Stored data entries:
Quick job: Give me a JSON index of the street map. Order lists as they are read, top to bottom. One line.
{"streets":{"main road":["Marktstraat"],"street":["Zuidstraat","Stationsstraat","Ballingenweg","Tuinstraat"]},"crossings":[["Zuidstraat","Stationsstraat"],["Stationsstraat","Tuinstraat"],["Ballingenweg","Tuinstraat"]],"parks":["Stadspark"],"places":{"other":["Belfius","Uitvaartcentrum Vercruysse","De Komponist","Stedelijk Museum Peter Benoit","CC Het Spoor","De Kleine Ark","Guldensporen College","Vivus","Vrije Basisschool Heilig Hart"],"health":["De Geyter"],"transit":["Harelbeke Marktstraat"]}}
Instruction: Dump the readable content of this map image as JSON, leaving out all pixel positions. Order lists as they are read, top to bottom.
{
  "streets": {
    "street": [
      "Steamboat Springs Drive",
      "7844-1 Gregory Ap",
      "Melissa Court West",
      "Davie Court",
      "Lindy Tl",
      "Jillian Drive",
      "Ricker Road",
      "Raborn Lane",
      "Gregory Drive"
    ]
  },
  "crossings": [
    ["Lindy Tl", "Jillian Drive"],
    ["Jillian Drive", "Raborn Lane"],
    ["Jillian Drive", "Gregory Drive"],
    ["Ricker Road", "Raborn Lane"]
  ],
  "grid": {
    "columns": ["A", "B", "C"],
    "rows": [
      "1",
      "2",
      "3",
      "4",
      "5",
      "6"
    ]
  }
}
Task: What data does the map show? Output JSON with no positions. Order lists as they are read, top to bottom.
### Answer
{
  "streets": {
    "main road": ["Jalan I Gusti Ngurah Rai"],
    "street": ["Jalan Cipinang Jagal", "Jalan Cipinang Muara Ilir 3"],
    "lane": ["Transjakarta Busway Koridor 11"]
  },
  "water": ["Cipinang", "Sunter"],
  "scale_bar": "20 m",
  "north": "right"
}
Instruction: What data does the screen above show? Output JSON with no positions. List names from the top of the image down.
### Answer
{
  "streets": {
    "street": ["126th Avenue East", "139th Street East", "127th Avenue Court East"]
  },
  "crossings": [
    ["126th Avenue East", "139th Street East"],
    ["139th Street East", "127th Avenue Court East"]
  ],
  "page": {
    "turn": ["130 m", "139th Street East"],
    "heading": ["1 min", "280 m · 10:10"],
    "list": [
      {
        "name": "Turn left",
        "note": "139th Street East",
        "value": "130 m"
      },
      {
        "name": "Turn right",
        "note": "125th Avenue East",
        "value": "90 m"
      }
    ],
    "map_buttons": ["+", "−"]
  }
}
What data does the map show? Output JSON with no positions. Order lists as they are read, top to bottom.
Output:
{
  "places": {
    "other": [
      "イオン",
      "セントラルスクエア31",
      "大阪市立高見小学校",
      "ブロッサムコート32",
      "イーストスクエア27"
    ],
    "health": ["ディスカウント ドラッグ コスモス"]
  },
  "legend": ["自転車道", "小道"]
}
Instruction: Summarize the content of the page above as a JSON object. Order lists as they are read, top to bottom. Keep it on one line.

_TASK DETAILS:_ Write out every record exactly as it appears above.

_RESULT OF THE EXERCISE:_
Quick job: Give me a JSON index of the street map. Order lists as they are read, top to bottom. One line.
{"streets":{"main road":["Marktstraat"],"street":["Zuidstraat","Stationsstraat","Ballingenweg","Tuinstraat"]},"crossings":[["Zuidstraat","Stationsstraat"],["Stationsstraat","Tuinstraat"],["Ballingenweg","Tuinstraat"]],"parks":["Stadspark"],"places":{"other":["Belfius","Uitvaartcentrum Vercruysse","De Komponist","Stedelijk Museum Peter Benoit","CC Het Spoor","De Kleine Ark","Guldensporen College","Vivus","Vrije Basisschool Heilig Hart"],"health":["De Geyter"],"transit":["Harelbeke Marktstraat"]}}
Instruction: Dump the readable content of this map image as JSON, leaving out all pixel positions. Order lists as they are read, top to bottom.
{
  "streets": {
    "street": [
      "Steamboat Springs Drive",
      "7844-1 Gregory Ap",
      "Melissa Court West",
      "Davie Court",
      "Lindy Tl",
      "Jillian Drive",
      "Ricker Road",
      "Raborn Lane",
      "Gregory Drive"
    ]
  },
  "crossings": [
    ["Lindy Tl", "Jillian Drive"],
    ["Jillian Drive", "Raborn Lane"],
    ["Jillian Drive", "Gregory Drive"],
    ["Ricker Road", "Raborn Lane"]
  ],
  "grid": {
    "columns": ["A", "B", "C"],
    "rows": [
      "1",
      "2",
      "3",
      "4",
      "5",
      "6"
    ]
  }
}
Task: What data does the map show? Output JSON with no positions. Order lists as they are read, top to bottom.
### Answer
{
  "streets": {
    "main road": ["Jalan I Gusti Ngurah Rai"],
    "street": ["Jalan Cipinang Jagal", "Jalan Cipinang Muara Ilir 3"],
    "lane": ["Transjakarta Busway Koridor 11"]
  },
  "water": ["Cipinang", "Sunter"],
  "scale_bar": "20 m",
  "north": "right"
}
Instruction: What data does the screen above show? Output JSON with no positions. List names from the top of the image down.
### Answer
{
  "streets": {
    "street": ["126th Avenue East", "139th Street East", "127th Avenue Court East"]
  },
  "crossings": [
    ["126th Avenue East", "139th Street East"],
    ["139th Street East", "127th Avenue Court East"]
  ],
  "page": {
    "turn": ["130 m", "139th Street East"],
    "heading": ["1 min", "280 m · 10:10"],
    "list": [
      {
        "name": "Turn left",
        "note": "139th Street East",
        "value": "130 m"
      },
      {
        "name": "Turn right",
        "note": "125th Avenue East",
        "value": "90 m"
      }
    ],
    "map_buttons": ["+", "−"]
  }
}
What data does the map show? Output JSON with no positions. Order lists as they are read, top to bottom.
Output:
{
  "places": {
    "other": [
      "イオン",
      "セントラルスクエア31",
      "大阪市立高見小学校",
      "ブロッサムコート32",
      "イーストスクエア27"
    ],
    "health": ["ディスカウント ドラッグ コスモス"]
  },
  "legend": ["自転車道", "小道"]
}
Instruction: Summarize the content of the page above as a JSON object. Order lists as they are read, top to bottom. Keep it on one line.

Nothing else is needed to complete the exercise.